Das Lebenswerk des 2002 verstorbenen Bourdieu zeichnet sich durch die Kontrastierung der Perspektiven aus: Er untersuchte die archaische Gesellschaft eines Berbervolkes in Algerien und analysierte dann mit ethnologisch geschultem Blick die akademische Welt Frankreichs und die «feinen Unterschiede», durch welche sich die Schichten und Milieus gegeneinander abgrenzen.
Auch sein Essay über die Funktion der männlichen Herrschaft lebt vom schnellen Wechsel des Blicks.
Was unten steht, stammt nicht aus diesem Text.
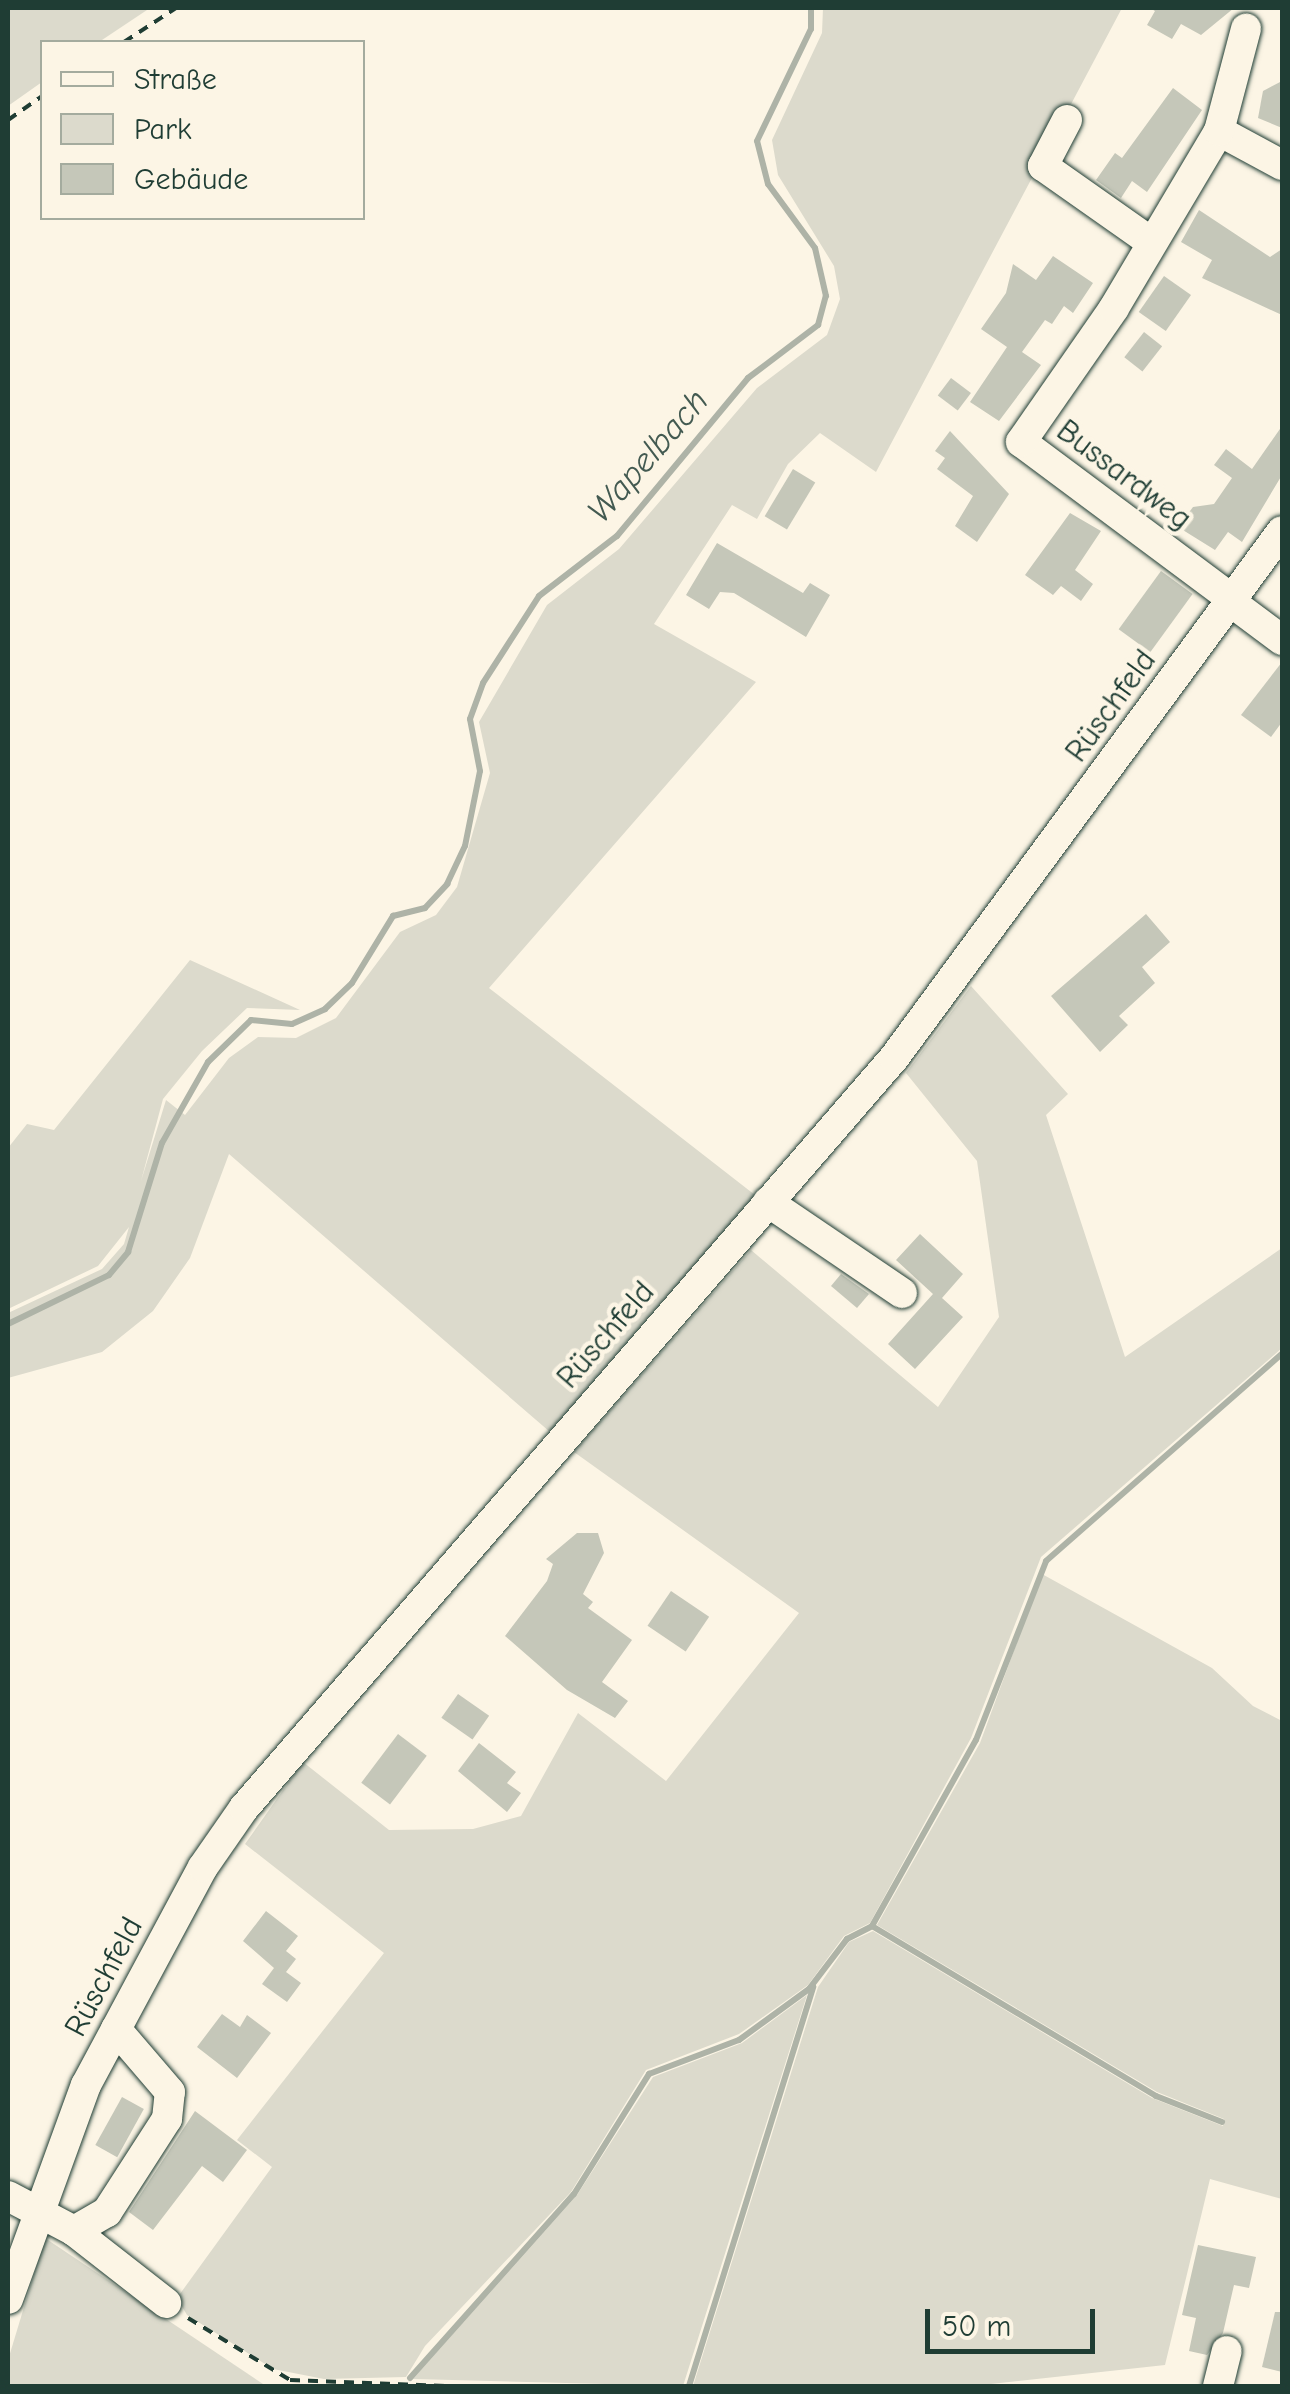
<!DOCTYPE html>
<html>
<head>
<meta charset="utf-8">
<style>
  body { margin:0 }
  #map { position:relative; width:1290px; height:2394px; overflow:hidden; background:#fcf5e5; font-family:"Comic Neue",sans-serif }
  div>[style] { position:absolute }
  .green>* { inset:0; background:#dcdacc }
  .stream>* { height:6px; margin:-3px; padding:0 3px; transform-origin:3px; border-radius:3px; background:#aeb3a7 }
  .building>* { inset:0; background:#c5c7b9; transform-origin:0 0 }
  .path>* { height:4px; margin-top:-2px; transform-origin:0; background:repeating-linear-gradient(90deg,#1f3d34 0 10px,transparent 0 18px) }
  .roads { filter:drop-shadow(0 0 2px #1f3d34) drop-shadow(0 0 2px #1f3d34) }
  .minor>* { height:30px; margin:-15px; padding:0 15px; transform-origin:15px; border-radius:15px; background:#fcf5e5 }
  span { translate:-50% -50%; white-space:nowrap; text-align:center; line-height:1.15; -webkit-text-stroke:9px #fcf5e5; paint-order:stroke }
  .street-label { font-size:32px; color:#1f3d34 }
  .water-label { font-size:35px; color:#435a51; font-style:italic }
  .frame { position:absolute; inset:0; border:10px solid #1f3d34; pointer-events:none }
  .legend { position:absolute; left:40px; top:40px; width:325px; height:180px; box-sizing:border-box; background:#fcf5e5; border:2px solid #a4ab9e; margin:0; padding:12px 18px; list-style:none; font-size:30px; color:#1f3d34 }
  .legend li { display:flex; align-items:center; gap:20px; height:50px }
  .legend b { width:50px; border:2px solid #a4ab9e }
  .scale { position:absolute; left:925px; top:2309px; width:170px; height:45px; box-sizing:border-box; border:5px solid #1f3d34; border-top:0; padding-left:12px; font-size:30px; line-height:35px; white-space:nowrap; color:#1f3d34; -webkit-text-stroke:8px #fcf5e5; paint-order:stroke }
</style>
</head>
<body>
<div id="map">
  <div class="green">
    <i style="clip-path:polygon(8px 8px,150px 8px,99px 42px,42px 42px,42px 82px,8px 106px)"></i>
    <i style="clip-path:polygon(823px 8px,1122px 8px,876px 472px,820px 433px,788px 464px,757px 519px,732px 505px,654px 624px,756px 682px,489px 988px,755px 1195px,550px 1432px,229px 1154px,190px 1258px,153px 1311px,102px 1352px,8px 1378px,8px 1313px,102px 1269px,124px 1244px,129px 1227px,98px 1266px,8px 1309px,8px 1148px,27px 1124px,54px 1130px,190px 960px,300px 1010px,247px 1008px,202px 1051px,163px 1099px,141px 1181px,166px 1100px,185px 1115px,229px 1058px,258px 1037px,296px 1038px,336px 1018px,400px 932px,436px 915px,457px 887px,490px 773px,479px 722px,547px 605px,619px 549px,757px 388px,827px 335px,840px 299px,834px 266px,778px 175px,772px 140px,822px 33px)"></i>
    <i style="clip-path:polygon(971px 986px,1068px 1094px,1046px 1115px,1125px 1357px,1282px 1248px,1282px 1348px,1041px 1557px,971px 1738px,870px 1923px,844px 1936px,808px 1985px,739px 2034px,646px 2070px,571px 2192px,425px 2346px,406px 2377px,324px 2379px,273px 2369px,187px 2315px,177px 2298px,272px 2167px,237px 2140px,384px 1953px,245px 1844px,303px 1762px,389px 1830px,473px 1829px,521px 1816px,578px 1713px,666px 1781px,799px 1613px,574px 1452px,751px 1250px,938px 1407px,999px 1317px,977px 1161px,906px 1073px)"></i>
    <i style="clip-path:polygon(1042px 1574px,1212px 1668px,1253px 1706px,1282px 1721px,1282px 2199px,1210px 2179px,1165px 2365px,973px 2386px,693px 2386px,818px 1987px,849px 1942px,873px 1931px,1152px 2098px,1223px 2126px,1224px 2119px,1157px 2092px,877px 1925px,980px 1743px)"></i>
    <i style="clip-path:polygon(807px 1995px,683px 2386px,413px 2379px,577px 2195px,653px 2077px,742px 2043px)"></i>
    <i style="clip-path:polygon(45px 2238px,266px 2386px,8px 2386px,8px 2360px)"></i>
  </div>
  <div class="stream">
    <i style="left:8px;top:1324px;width:112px;rotate:-25.9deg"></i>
    <i style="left:109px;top:1275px;width:30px;rotate:-50deg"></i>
    <i style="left:128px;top:1252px;width:114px;rotate:-72.7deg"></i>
    <i style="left:162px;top:1143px;width:93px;rotate:-60.4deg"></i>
    <i style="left:208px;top:1062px;width:60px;rotate:-44.3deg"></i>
    <i style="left:251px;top:1020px;width:41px;rotate:5.6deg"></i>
    <i style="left:292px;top:1024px;width:36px;rotate:-24deg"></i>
    <i style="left:325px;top:1009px;width:37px;rotate:-44deg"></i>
    <i style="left:352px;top:983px;width:79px;rotate:-58.5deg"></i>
    <i style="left:393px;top:916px;width:33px;rotate:-14deg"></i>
    <i style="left:425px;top:908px;width:33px;rotate:-47deg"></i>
    <i style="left:447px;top:884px;width:42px;rotate:-64.7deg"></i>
    <i style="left:465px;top:846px;width:76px;rotate:-78.7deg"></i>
    <i style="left:480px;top:771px;width:53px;rotate:-100.9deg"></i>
    <i style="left:470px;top:719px;width:38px;rotate:-70deg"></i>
    <i style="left:483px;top:683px;width:103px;rotate:-57.2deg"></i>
    <i style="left:539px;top:596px;width:98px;rotate:-37.6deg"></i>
    <i style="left:617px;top:536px;width:205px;rotate:-50.3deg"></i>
    <i style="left:748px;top:378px;width:88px;rotate:-37.1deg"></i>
    <i style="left:818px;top:325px;width:30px;rotate:-75deg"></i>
    <i style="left:826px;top:296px;width:49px;rotate:-102.9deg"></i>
    <i style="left:815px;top:248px;width:79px;rotate:-126.3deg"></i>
    <i style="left:768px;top:184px;width:44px;rotate:-104.3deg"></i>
    <i style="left:757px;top:141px;width:124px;rotate:-64.3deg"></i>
    <i style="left:811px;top:29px;width:21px;rotate:-90deg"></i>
    <i style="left:872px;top:1926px;width:331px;rotate:30.9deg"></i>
    <i style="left:1156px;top:2096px;width:71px;rotate:21.5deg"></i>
    <i style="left:410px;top:2378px;width:246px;rotate:-48.3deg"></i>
    <i style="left:574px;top:2194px;width:142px;rotate:-58deg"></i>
    <i style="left:649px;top:2074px;width:96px;rotate:-20.7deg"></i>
    <i style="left:739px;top:2040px;width:87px;rotate:-36.1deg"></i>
    <i style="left:809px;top:1989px;width:63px;rotate:-52.8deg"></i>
    <i style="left:847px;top:1939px;width:28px;rotate:-27deg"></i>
    <i style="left:872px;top:1926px;width:213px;rotate:-60.8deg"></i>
    <i style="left:976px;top:1740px;width:192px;rotate:-68.6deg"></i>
    <i style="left:1046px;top:1561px;width:314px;rotate:-41.3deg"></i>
    <i style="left:689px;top:2386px;width:418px;rotate:-72.7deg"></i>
  </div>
  <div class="building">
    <i style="clip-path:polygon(1150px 8px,1234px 8px,1201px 35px,1181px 24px,1172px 39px,1147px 25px,1155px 11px)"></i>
    <i style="clip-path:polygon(1282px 81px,1282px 128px,1258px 118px,1263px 91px)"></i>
    <i style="clip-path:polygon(1173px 88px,1202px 110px,1147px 192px,1132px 181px,1121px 198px,1096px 180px,1115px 153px,1122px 158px)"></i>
    <i style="clip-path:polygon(1199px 210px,1270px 257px,1282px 249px,1282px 315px,1202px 278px,1212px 260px,1181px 242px)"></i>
    <i style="clip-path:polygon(1053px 256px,1093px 283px,1073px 313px,1064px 306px,1052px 324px,1045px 320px,1022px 352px,1041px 365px,999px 421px,970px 402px,1007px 347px,981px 329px,1006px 293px,1013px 264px,1036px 280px)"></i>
    <i style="left:1164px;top:276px;width:33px;height:44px;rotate:35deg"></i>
    <i style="left:1144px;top:332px;width:23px;height:32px;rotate:38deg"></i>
    <i style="left:951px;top:378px;width:25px;height:22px;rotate:37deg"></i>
    <i style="clip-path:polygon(1282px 426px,1282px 475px,1242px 542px,1228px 532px,1215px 550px,1178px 527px,1193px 507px,1214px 504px,1232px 478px,1214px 465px,1226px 449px,1252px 469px)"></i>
    <i style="clip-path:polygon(950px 431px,1009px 494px,977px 542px,955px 526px,973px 496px,937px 469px,945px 458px,935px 451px)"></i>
    <i style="left:793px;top:469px;width:26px;height:55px;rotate:31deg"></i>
    <i style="clip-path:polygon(1070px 513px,1101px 531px,1075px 570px,1093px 584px,1081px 601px,1061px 586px,1053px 595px,1025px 575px)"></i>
    <i style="clip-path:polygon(717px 543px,803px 593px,810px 583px,830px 595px,806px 637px,734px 593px,720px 592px,709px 609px,686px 595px)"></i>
    <i style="left:1161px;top:571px;width:39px;height:72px;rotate:36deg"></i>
    <i style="clip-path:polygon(1282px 662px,1282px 722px,1271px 737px,1241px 715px)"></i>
    <i style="clip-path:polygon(1146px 914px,1170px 942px,1142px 967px,1155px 983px,1119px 1016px,1128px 1025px,1100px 1052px,1051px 996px)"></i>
    <i style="clip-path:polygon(920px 1234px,963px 1274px,942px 1298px,963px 1317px,915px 1369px,888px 1344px,933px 1294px,896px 1260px)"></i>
    <i style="clip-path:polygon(841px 1274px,869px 1294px,857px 1308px,831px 1286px)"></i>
    <i style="clip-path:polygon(577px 1533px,598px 1533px,604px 1553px,583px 1594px,593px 1602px,588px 1608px,632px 1640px,602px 1682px,628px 1701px,615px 1718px,567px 1690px,505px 1636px,547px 1581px,553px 1564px,546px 1559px)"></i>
    <i style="left:671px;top:1591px;width:46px;height:42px;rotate:34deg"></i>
    <i style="left:458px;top:1694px;width:38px;height:29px;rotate:35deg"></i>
    <i style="left:398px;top:1734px;width:36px;height:61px;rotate:37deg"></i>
    <i style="clip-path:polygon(479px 1743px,516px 1772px,507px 1783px,521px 1793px,507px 1812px,458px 1771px)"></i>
    <i style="clip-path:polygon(266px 1911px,298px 1936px,286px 1951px,296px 1959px,286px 1972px,301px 1983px,287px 2002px,262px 1984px,274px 1968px,243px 1941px)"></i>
    <i style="clip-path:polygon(222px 2014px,240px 2027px,247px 2015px,271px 2033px,237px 2078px,197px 2047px)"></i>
    <i style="left:122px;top:2097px;width:25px;height:55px;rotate:29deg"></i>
    <i style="clip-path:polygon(195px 2111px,247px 2150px,223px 2182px,202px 2166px,153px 2230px,129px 2212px)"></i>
    <i style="clip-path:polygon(1198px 2245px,1256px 2257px,1249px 2288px,1234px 2285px,1223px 2333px,1207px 2355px,1189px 2351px,1196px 2318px,1182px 2315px)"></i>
    <i style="clip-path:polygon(1275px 2312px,1282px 2312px,1282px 2372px,1262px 2367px)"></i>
  </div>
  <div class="path">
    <i style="left:124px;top:42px;width:62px;rotate:-33.2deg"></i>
    <i style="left:8px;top:120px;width:42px;rotate:-35.2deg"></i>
    <i style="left:188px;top:2318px;width:119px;rotate:31.3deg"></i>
    <i style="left:290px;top:2380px;width:156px;rotate:2.2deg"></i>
  </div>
  <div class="roads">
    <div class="minor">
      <i style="left:1067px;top:120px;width:52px;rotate:117.6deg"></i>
      <i style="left:1043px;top:166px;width:132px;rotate:35.1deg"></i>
      <i style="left:1219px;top:131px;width:72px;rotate:28.4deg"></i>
      <i style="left:1232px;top:599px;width:263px;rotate:-143.3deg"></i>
      <i style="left:1021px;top:442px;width:163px;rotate:-55.2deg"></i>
      <i style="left:1114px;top:308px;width:206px;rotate:-59.3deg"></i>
      <i style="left:1219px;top:131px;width:106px;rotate:-75.2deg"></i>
      <i style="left:1231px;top:602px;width:64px;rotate:36.7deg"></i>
      <i style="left:768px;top:1202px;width:162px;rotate:34.2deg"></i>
      <i style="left:8px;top:2196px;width:75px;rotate:27.9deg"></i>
      <i style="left:74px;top:2231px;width:38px;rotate:-30deg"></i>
      <i style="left:107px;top:2212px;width:111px;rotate:-57.2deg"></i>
      <i style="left:167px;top:2119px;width:27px;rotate:-84deg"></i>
      <i style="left:170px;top:2092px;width:83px;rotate:-130.6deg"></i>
      <i style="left:74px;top:2231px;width:117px;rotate:38deg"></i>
      <i style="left:8px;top:2299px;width:228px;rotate:-70deg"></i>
      <i style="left:86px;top:2085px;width:247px;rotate:-61.8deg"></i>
      <i style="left:203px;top:1867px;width:72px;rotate:-55.2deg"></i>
      <i style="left:244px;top:1808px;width:992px;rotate:-49.09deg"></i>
      <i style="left:894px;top:1058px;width:654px;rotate:-53.64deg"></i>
      <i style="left:1218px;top:2386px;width:36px;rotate:-76deg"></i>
    </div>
  </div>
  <div class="street-label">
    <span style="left:1124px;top:475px;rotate:37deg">Bussardweg</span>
    <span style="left:1111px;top:706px;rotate:-54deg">Rüschfeld</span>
    <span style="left:606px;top:1335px;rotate:-49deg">Rüschfeld</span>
    <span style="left:104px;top:1977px;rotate:-62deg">Rüschfeld</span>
  </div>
  <div class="water-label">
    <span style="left:648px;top:456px;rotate:-49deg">Wapelbach</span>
  </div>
  <div class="frame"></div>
  <ul class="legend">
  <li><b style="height:12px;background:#fcf5e5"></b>Straße</li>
  <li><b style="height:28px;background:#dcdacc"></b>Park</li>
  <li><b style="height:28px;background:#c5c7b9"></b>Gebäude</li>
  </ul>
  <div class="scale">50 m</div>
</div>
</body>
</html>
Die Zuschreibungsverfahren der Berber in der Kabylei, die den häuslichen und öffentlichen Bereich, aber auch alle anderen Angelegenheiten des Lebens in die Opposition von männlich und weiblich einteilen, können von den Mitgliedern der hoch entwickelten Industriegesellschaft mühelos nachvollzogen und fortgeschrieben werden: hell/dunkel, weich/hart, innen/außen – wer könnte da nicht auf
Anhieb den einen Part dem weiblichen, den anderen dem männlichen Geschlecht zuordnen. Die ethnologische Beschreibung dieser entlegenen sozialen Welt funktioniert, so Bourdieu, «wie eine Art Detektor noch so schwacher Spuren und unzusammenhängender Bruchstücke» androzentrischer (männerzentrierter) Weltsicht. Sie kann, da hier der nötige Abstand zum Gegenstand der Forschung gesichert ist, dazu dienen, eine «historische Archäologie des Unbewußten» zu erstellen.
Ein zynisches Raster
Unbewusste, aber historisch erworbene Wahrnehmungsschemata, die in einem «ganz alten und archaischen Zustand unserer Gesellschaft konstruiert wurden», prägen Mann und Frau von heute noch immer. Tief in den Körper eingedrungen sind die Muster, welche die soziale Ungleichheit zwischen Mann und Frau begründen und aufrechterhalten. Bourdieu legt überzeugend dar, dass diese Muster nicht natürlich sind, sondern historisch bedingt. Sie sind das Ergebnis kontinuierlicher sozialer Arbeitsleistungen.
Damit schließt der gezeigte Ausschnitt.